[[ Information provided, beginning ]]

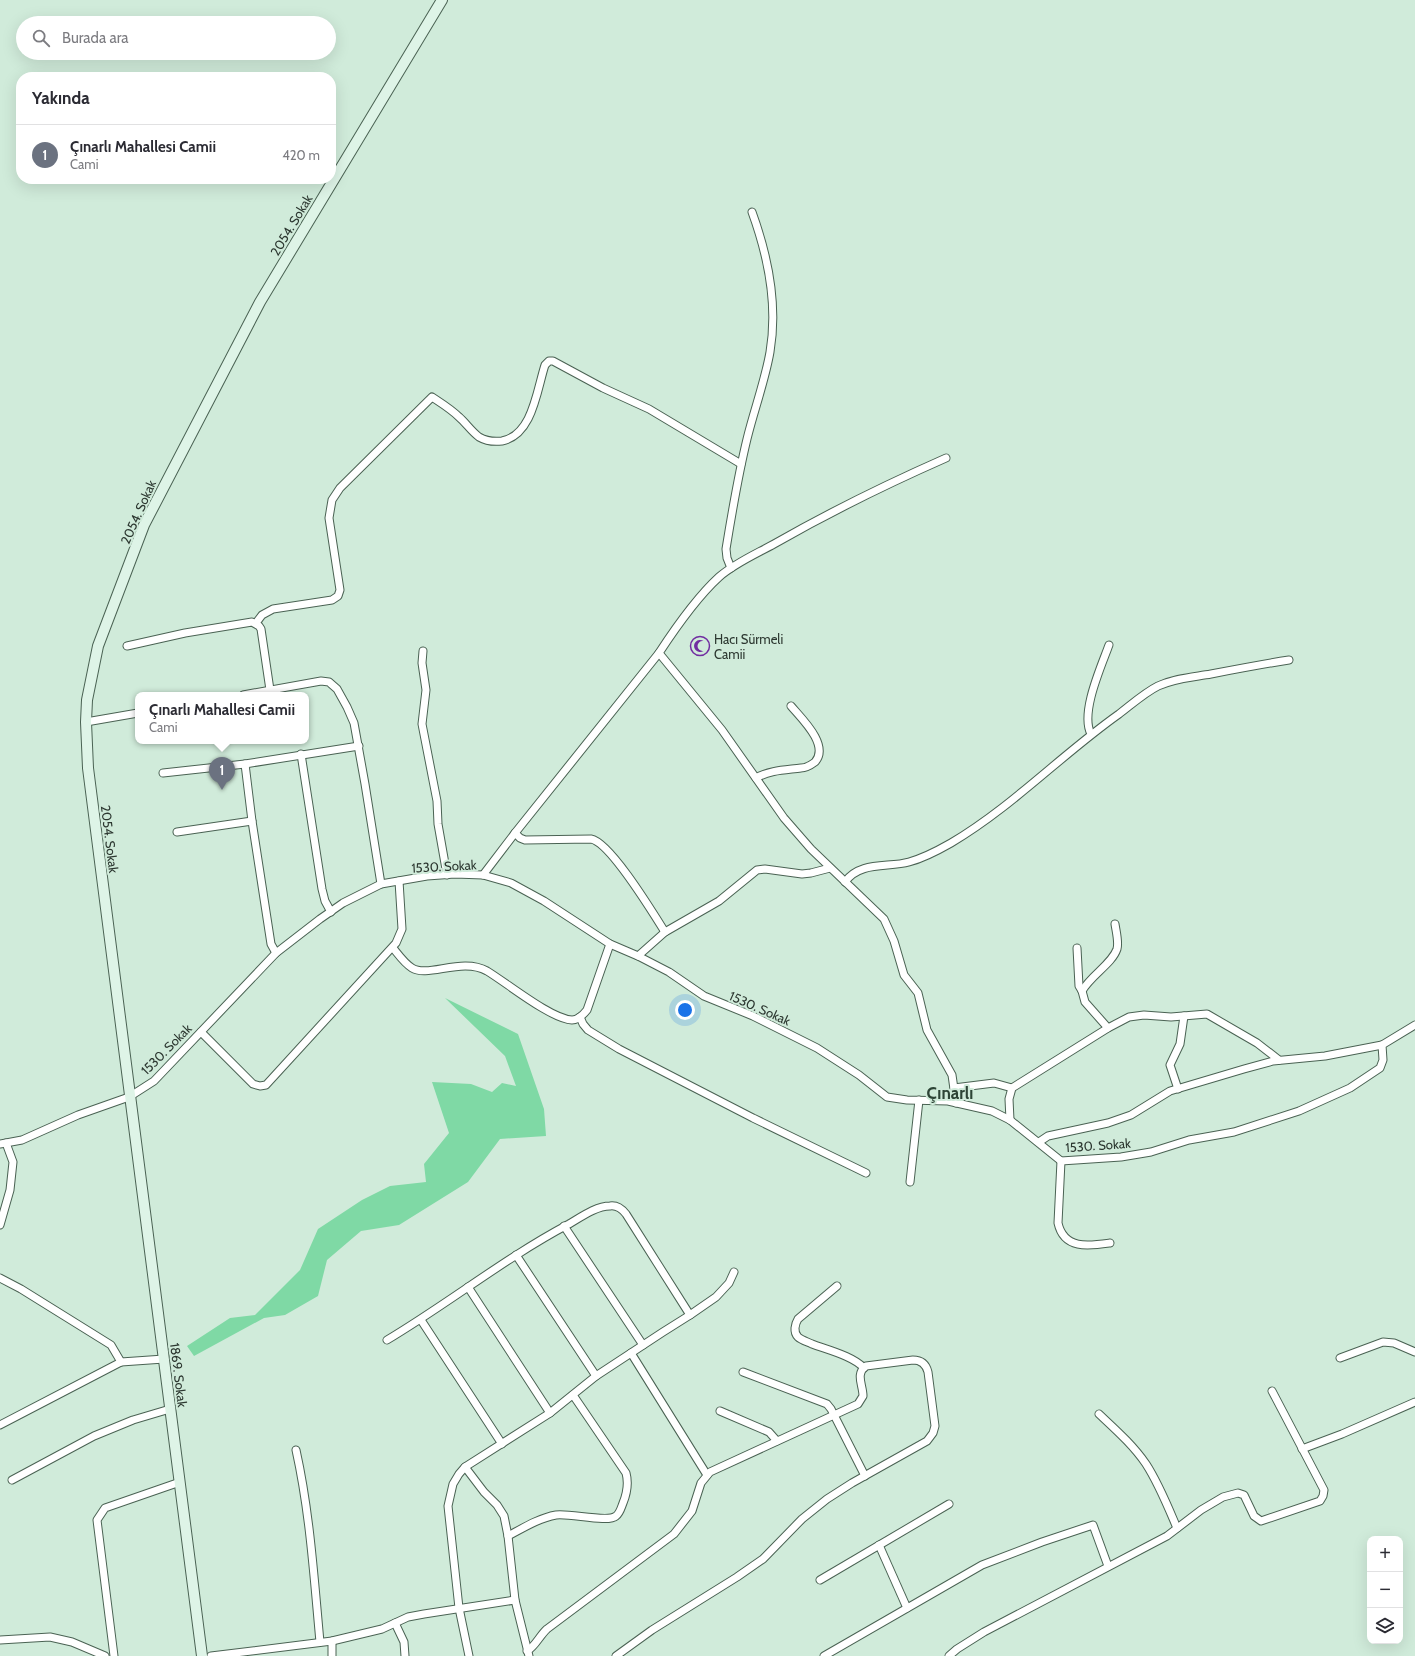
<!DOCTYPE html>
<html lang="tr">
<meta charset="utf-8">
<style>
body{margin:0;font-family:Cabin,sans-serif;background:#f2f2f3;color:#2b2b33}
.controls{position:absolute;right:12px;bottom:12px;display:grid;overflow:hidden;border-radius:8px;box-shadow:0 4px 16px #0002}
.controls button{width:36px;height:36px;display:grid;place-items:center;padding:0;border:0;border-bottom:1px solid #e1e1e2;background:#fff;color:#2b2b33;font:20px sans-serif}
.you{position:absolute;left:685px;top:1010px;width:14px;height:14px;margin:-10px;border:3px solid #fff;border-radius:50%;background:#1a73e8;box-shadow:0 0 0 6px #1a73e833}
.badge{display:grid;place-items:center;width:26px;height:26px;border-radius:50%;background:#712da1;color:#fff;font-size:13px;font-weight:700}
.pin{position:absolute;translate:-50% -33px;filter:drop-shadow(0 1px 2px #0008)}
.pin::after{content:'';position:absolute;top:21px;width:14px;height:12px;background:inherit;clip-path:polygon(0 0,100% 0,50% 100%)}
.popup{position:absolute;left:135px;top:692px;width:174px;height:52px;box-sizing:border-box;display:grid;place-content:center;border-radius:8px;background:#fff;filter:drop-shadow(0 1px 3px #0005);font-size:13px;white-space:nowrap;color:#7c7c81}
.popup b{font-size:15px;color:#2b2b33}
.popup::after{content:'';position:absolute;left:50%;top:100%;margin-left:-8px;border:8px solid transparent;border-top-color:#fff}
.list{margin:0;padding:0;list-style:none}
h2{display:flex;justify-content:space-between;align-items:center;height:52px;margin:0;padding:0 16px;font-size:17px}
h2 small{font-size:13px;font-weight:400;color:#7c7c81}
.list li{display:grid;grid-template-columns:26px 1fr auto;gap:12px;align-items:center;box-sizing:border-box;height:60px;padding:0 16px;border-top:1px solid #e1e1e2}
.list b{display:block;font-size:15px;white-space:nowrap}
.list p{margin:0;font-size:13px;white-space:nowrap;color:#7c7c81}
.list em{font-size:13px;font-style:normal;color:#7c7c81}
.icon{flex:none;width:22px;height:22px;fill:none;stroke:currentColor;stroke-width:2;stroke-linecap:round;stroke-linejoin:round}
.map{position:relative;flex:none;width:1415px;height:1656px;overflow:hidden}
.search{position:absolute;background:#fff;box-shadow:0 4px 16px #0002;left:16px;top:16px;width:320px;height:44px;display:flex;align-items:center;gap:10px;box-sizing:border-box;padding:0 14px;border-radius:22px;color:#7c7c81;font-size:15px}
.panel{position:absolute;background:#fff;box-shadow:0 4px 16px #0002;left:16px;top:72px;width:320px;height:112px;border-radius:16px}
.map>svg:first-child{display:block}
.green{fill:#7fd9a5}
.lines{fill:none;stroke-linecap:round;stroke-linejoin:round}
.minor-casing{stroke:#4a6253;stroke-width:9}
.secondary-casing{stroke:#4a6253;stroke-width:12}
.minor{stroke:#fff;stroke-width:7}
.secondary{stroke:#def4e7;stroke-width:10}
.labels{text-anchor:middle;stroke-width:4;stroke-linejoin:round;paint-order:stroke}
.street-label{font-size:13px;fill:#2c3730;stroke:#d0ebda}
.poi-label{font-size:13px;fill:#2c3730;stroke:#d0ebda;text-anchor:start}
.district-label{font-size:17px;font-weight:bold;fill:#2d4436;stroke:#d0ebda}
</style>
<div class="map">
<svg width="1415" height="1656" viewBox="0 0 1415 1656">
<rect width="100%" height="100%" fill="#d0ebda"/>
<!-- green -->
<polygon class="green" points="445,998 518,1034 544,1109 546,1136 500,1139 468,1182 399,1225 361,1231 327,1260 318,1296 285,1315 264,1318 194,1356 187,1346 230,1318 255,1315 300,1270 318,1229 362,1200 390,1186 426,1182 424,1164 449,1133 432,1082 471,1084 492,1092 502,1083 516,1086 505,1056"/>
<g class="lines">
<defs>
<g id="minor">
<path d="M946 458C887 484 830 512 774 544 756 554 735 563 719 577 696 598 676 627 659 653L722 730 784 818 811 849 884 919 894 941 904 975 918 993 927 1030 952 1075 956 1103"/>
<path d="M731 568 727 558 726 549C732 512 738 476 747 439 754 410 765 381 770 352 778 305 768 256 752 212"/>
<path d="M256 623 262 615 273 609 332 600 338 596 340 590 329 518 332 500 340 488 432 397C441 403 451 409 459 417 466 423 471 431 479 437 486 441 494 442 502 441 533 435 537 389 545 365L549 361H553L603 388 649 409 741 464"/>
<polyline points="127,646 185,633 252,622 259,626 261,629 270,690"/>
<polyline points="423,651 422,663 426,690 422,724 437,801 438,824 447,875"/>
<polyline points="243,695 321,681 329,682 337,689 347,707 354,723 365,784 381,884"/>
<polyline points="86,722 138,713"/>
<path d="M1091 734C1080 713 1101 667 1109 645"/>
<polyline points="301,754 322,889 325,901 331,912"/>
<polyline points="163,773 245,764"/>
<path d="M756 778C770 770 786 770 801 768 806 768 811 765 815 762 830 745 801 718 791 706"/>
<polyline points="177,832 252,821"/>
<path d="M515 833 520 838 525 840 591 839C610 842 653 913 665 932"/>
<polyline points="483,875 515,833 659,653"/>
<path d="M845 882C860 861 888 868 909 862 924 858 937 851 951 843 1012 807 1061 755 1119 714 1131 705 1144 693 1158 686 1175 678 1194 677 1211 674 1237 669 1263 664 1289 660"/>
<path d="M393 948C398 954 404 963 412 968 428 978 462 957 487 971 507 983 551 1019 572 1020 578 1020 583 1015 587 1010L610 944"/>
<polyline points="1077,948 1079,986 1082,991"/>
<polyline points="276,953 271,944 252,821 245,764 359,746"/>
<polyline points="638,956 665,932 719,901 757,870 765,869 802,874 811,873 830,868"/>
<polyline points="580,1017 583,1024 588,1030 619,1049 753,1118 866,1173"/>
<path d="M1108 1028 1085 1002 1082 991C1091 975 1112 964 1117 949 1119 942 1116 931 1115 924"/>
<polyline points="201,1032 253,1084 260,1086 266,1085 396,943 402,929 399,881"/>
<polyline points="954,1088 994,1083 1012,1088"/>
<polyline points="1178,1089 1170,1065 1180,1044 1184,1016"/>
<polyline points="1010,1120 1009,1099 1012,1088 1108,1028 1129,1017 1144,1015 1171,1017 1207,1014 1257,1043 1279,1060"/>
<polyline points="1039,1142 1048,1136 1108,1123 1131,1115 1170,1091 1244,1069 1273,1061 1325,1056 1382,1045"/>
<polyline points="0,1144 22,1140 78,1115 129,1097 154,1081 276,953 320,919 343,903 381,884 427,876 455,874 483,875 511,883 544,901 610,944 638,956 669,972 704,996 753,1016 817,1048 859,1075 887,1097 907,1100 948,1101 992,1111 1010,1120 1061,1161 1121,1157 1151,1152 1189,1140 1234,1132 1299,1111 1350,1088 1380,1068 1383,1060 1382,1045 1415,1025"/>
<path d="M1061 1161 1058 1223C1064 1250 1089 1246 1110 1243"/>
<polyline points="910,1182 919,1100"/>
<polyline points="0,1225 10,1190 13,1162 6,1143"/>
<polyline points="564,1226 643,1345"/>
<polyline points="516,1255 596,1376"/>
<polyline points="0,1278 21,1289 111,1345 121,1362"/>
<path d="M837 1286 798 1319C795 1324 793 1332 798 1337 801 1340 808 1342 812 1344 828 1350 853 1356 864 1368"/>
<polyline points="468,1287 550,1413"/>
<polyline points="421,1320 502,1444"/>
<path d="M387 1340C449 1303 505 1258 569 1224 581 1217 596 1206 610 1206 617 1205 622 1209 626 1214L690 1315"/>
<polyline points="631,1353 707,1475"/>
<polyline points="1340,1358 1383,1342 1394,1343 1415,1352"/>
<polyline points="743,1372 827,1404 831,1409 865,1476"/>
<polyline points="720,1411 769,1432 777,1441"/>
<path d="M1099 1414C1116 1430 1133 1445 1146 1464 1159 1484 1168 1507 1177 1528"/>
<polyline points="0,1425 121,1362 164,1359"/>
<polyline points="1302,1449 1342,1434 1415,1402"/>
<path d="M296 1450C310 1513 314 1578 320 1642"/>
<polyline points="465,1467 484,1492 497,1505 504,1516 508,1536 515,1600 529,1656"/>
<polyline points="12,1480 94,1436 133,1420 170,1409"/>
<path d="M508 1536C523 1528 539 1518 556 1515 570 1513 608 1523 616 1516 620 1513 621 1508 623 1503 627 1493 629 1484 626 1473L573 1395"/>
<polyline points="879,1545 907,1608"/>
<polyline points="820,1580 949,1504"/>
<polyline points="395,1623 404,1642 405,1656"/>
<polyline points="0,1640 50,1637 72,1642 105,1656"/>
<path d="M527 1651C535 1647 540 1635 547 1629L674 1534 692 1511 701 1483 710 1472 858 1404 863 1396C863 1385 855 1374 866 1366L913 1360C921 1360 926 1364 928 1372L935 1426 933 1433 927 1441 852 1483 827 1499 802 1519 763 1559 737 1577 652 1630 616 1656"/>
<polyline points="114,1656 97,1520 105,1508 180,1482"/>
<polyline points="211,1656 332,1641 382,1629 408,1617 424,1614 515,1600"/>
<polyline points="332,1656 332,1641"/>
<polyline points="469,1656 459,1608 448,1506 453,1484 459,1474 465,1467 550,1413 596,1376 663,1332 690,1315 716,1297 729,1283 734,1272"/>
<polyline points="824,1656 982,1565 1042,1542 1093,1525 1108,1566"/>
<polyline points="949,1656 957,1649 984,1632 1167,1536 1201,1510 1223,1497 1238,1493 1244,1495 1254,1516 1261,1521 1320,1501 1323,1496 1324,1490 1272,1391"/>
</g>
<polyline id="secondary" points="202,1656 88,768 86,722 87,700 98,646 144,525 260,302 442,0"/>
</defs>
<!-- minor casing -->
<use href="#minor" class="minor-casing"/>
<!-- secondary casing -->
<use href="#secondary" class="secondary-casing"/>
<!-- minor -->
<use href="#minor" class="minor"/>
<!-- secondary -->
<use href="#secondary" class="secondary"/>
</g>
<!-- icons -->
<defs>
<symbol id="mosque-ring" viewBox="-11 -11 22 22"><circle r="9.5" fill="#d0ebda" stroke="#712da1" stroke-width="1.5"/><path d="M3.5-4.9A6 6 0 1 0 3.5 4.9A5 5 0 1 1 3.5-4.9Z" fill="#712da1"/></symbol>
</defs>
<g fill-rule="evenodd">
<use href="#mosque-ring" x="689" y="635" width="22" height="22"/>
</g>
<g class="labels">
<!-- street labels -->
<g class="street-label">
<text transform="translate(291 225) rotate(-59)" y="5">2054. Sokak</text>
<text transform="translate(138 512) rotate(-66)" y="5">2054. Sokak</text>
<text transform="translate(110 839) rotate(83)" y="5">2054. Sokak</text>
<text transform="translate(444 866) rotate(-3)" y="5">1530. Sokak</text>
<text transform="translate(760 1008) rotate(24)" y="5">1530. Sokak</text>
<text transform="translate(166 1049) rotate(-45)" y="5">1530. Sokak</text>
<text transform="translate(1098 1145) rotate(-4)" y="5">1530. Sokak</text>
<text transform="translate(179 1375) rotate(83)" y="5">1869. Sokak</text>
</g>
<!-- poi labels -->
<g class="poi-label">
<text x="714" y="644">Hacı Sürmeli<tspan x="714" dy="15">Camii</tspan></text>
</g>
<!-- district labels -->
<g class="district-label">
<text x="950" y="1099">Çınarlı</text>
</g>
</g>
</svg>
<div class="controls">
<button>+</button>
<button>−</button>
<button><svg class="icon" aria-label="layers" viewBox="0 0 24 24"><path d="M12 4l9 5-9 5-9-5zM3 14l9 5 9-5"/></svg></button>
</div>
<div class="you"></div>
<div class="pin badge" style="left:222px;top:790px;background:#6b7280">1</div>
<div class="popup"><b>Çınarlı Mahallesi Camii</b>Cami</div>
<div class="search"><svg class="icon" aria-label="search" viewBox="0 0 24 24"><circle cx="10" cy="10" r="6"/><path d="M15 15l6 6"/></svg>Burada ara</div>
<section class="panel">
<h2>Yakında<small></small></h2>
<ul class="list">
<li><span class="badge" style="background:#6b7280">1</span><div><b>Çınarlı Mahallesi Camii</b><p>Cami</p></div><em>420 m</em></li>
</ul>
</section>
</div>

[[ Information provided, end ]]

● Task prompt:
Where the string "linecap" appears in a line of the entries, count that line, and state the total alone.

● Result for this exercise:
2